# Reducers

In computational systems, reducers are functions or mechanisms that determine how to merge, update, or aggregate state changes. In the context of tools like LangGraph, reducers play a crucial role in handling state updates during the execution of workflows or pipelines, especially when multiple nodes or processes interact with the same part of the state.

A reducer takes the current state and the updates proposed by different components (nodes, agents, or functions) and produces a consolidated state based on predefined rules.
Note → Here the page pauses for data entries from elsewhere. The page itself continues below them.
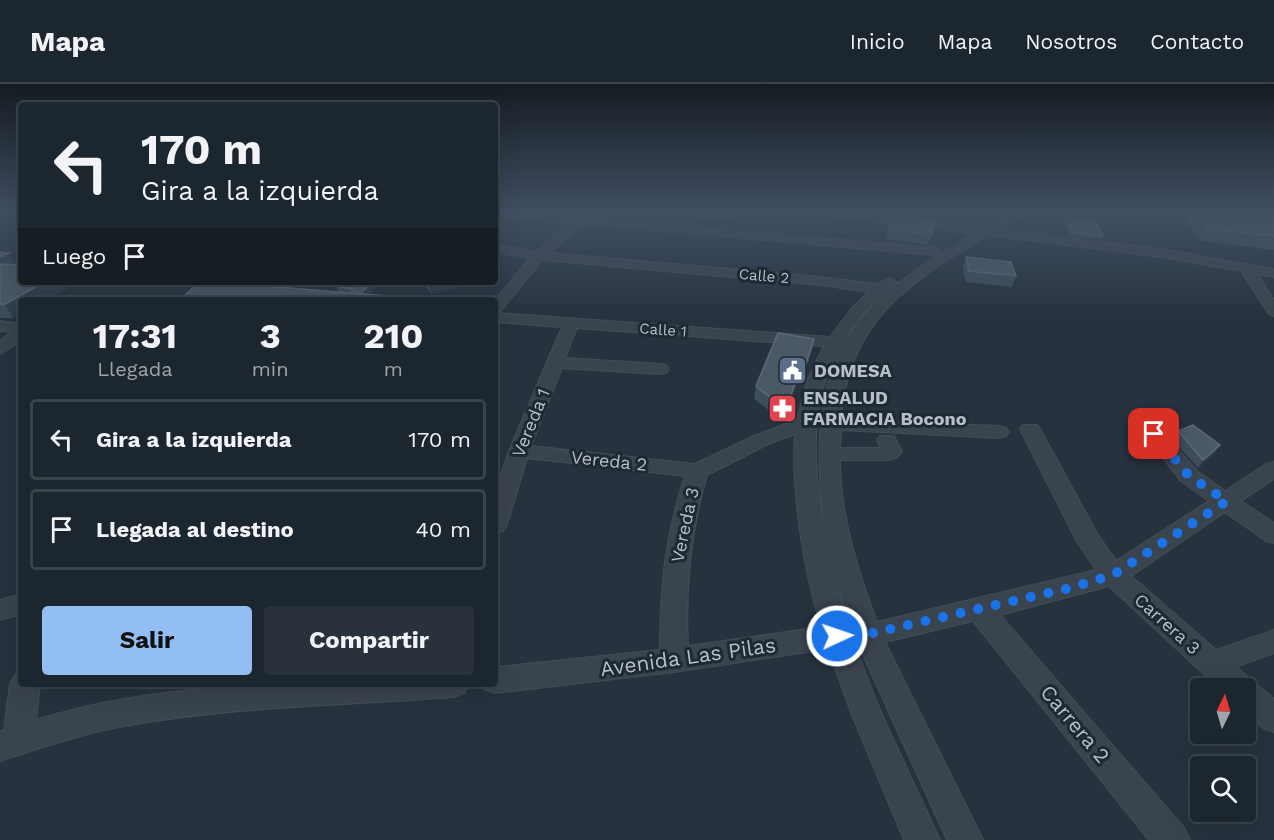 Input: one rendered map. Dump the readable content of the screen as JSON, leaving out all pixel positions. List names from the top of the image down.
{
  "streets": {
    "street": [
      "Calle 2",
      "Calle 1",
      "Vereda 1",
      "Vereda 2",
      "Vereda 3",
      "Carrera 3",
      "Avenida Las Pilas",
      "Carrera 2"
    ]
  },
  "crossings": [
    ["Calle 1", "Vereda 1"],
    ["Vereda 1", "Vereda 2"],
    ["Vereda 2", "Vereda 3"],
    ["Vereda 3", "Avenida Las Pilas"],
    ["Carrera 3", "Avenida Las Pilas"],
    ["Avenida Las Pilas", "Carrera 2"]
  ],
  "places": {
    "public building": ["DOMESA"],
    "pharmacy": ["ENSALUD FARMACIA Bocono"]
  },
  "north": "top",
  "page": {
    "header": "Mapa",
    "nav": [
      "Inicio",
      "Mapa",
      "Nosotros",
      "Contacto"
    ],
    "turn": ["170 m", "Gira a la izquierda"],
    "then": "Luego",
    "eta": [
      "17:31",
      "Llegada",
      "3",
      "min",
      "210",
      "m"
    ],
    "list": [
      {
        "name": "Gira a la izquierda",
        "value": "170 m"
      },
      {
        "name": "Llegada al destino",
        "value": "40 m"
      }
    ],
    "buttons": ["Salir", "Compartir"]
  }
} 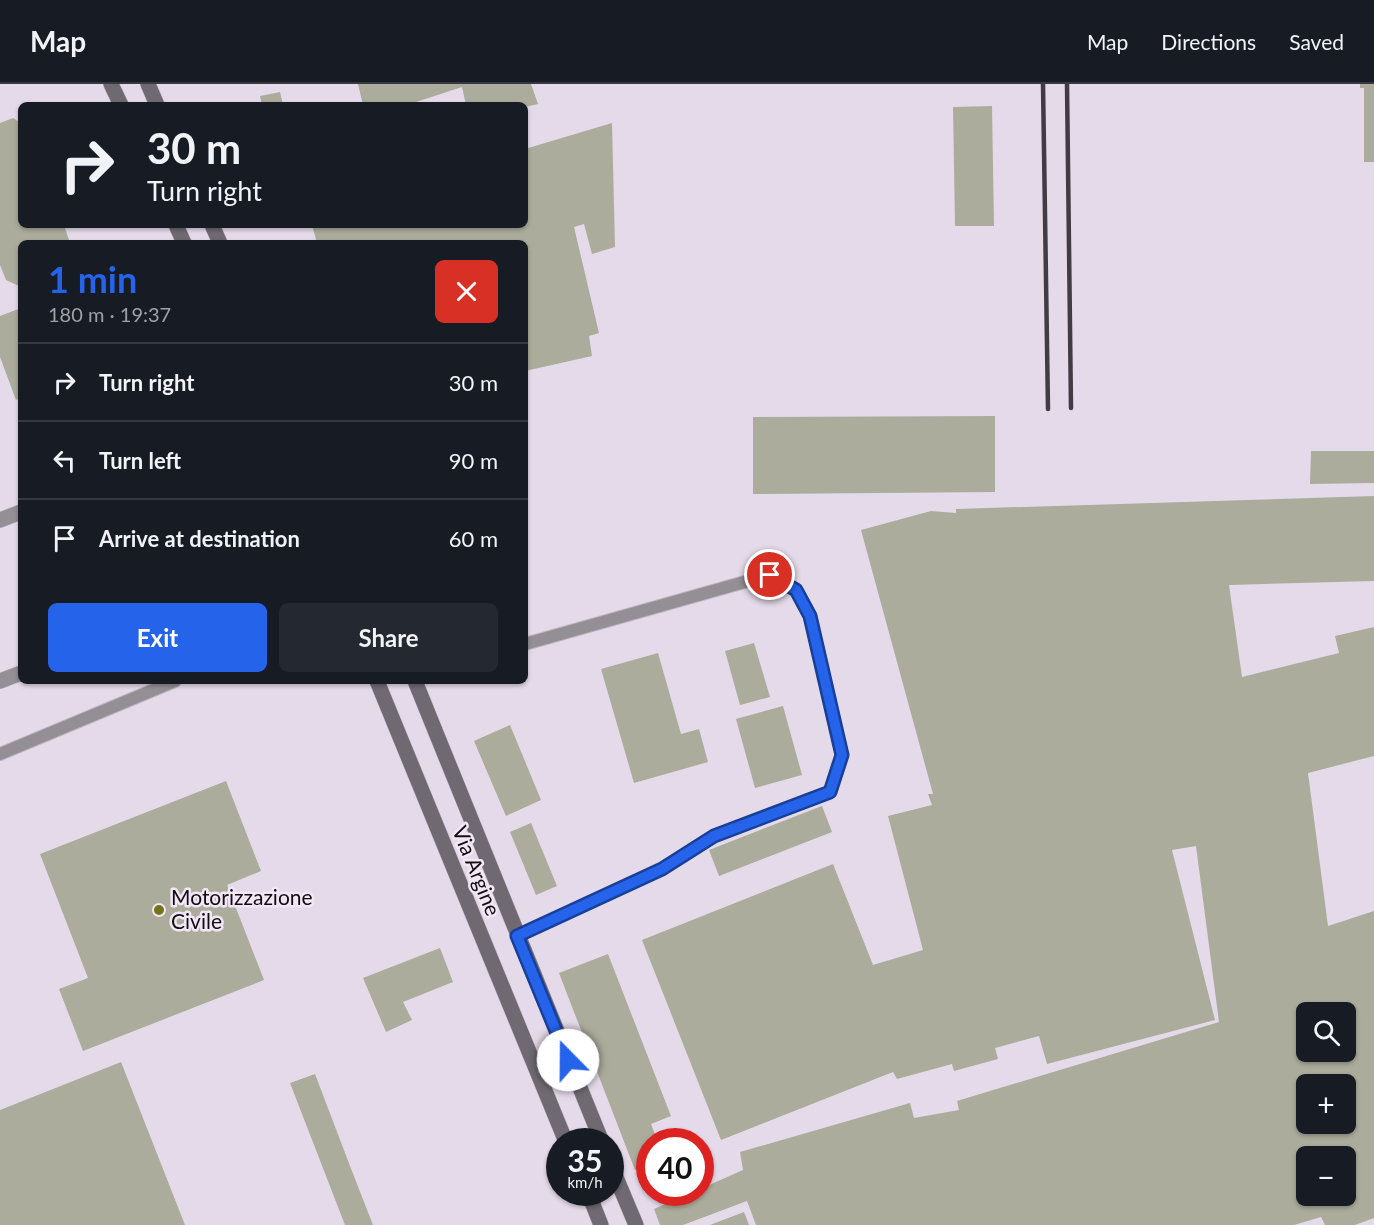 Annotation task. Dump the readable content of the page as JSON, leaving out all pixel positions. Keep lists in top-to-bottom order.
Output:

Reducers ensure that updates are merged logically and consistently, avoiding conflicts and ambiguity. 

Reducers avoid conflicts in modifying state from different nodes at once, and give a structured way of updating state values.

## Practical example

LangGraph provides a default reducer, the `operator.add` reducer: it adds values to the current state in a list. This is very useful, but somewhat limited in agentic systems with broader scopes. But no problem: we can implement our custom reducer, and its easy enough to do it. 

Let's make a simple example: let's say that we want our agent to store files in a dictionary in state. 

In this way our agent has access to a "virtual file system" that he can access. 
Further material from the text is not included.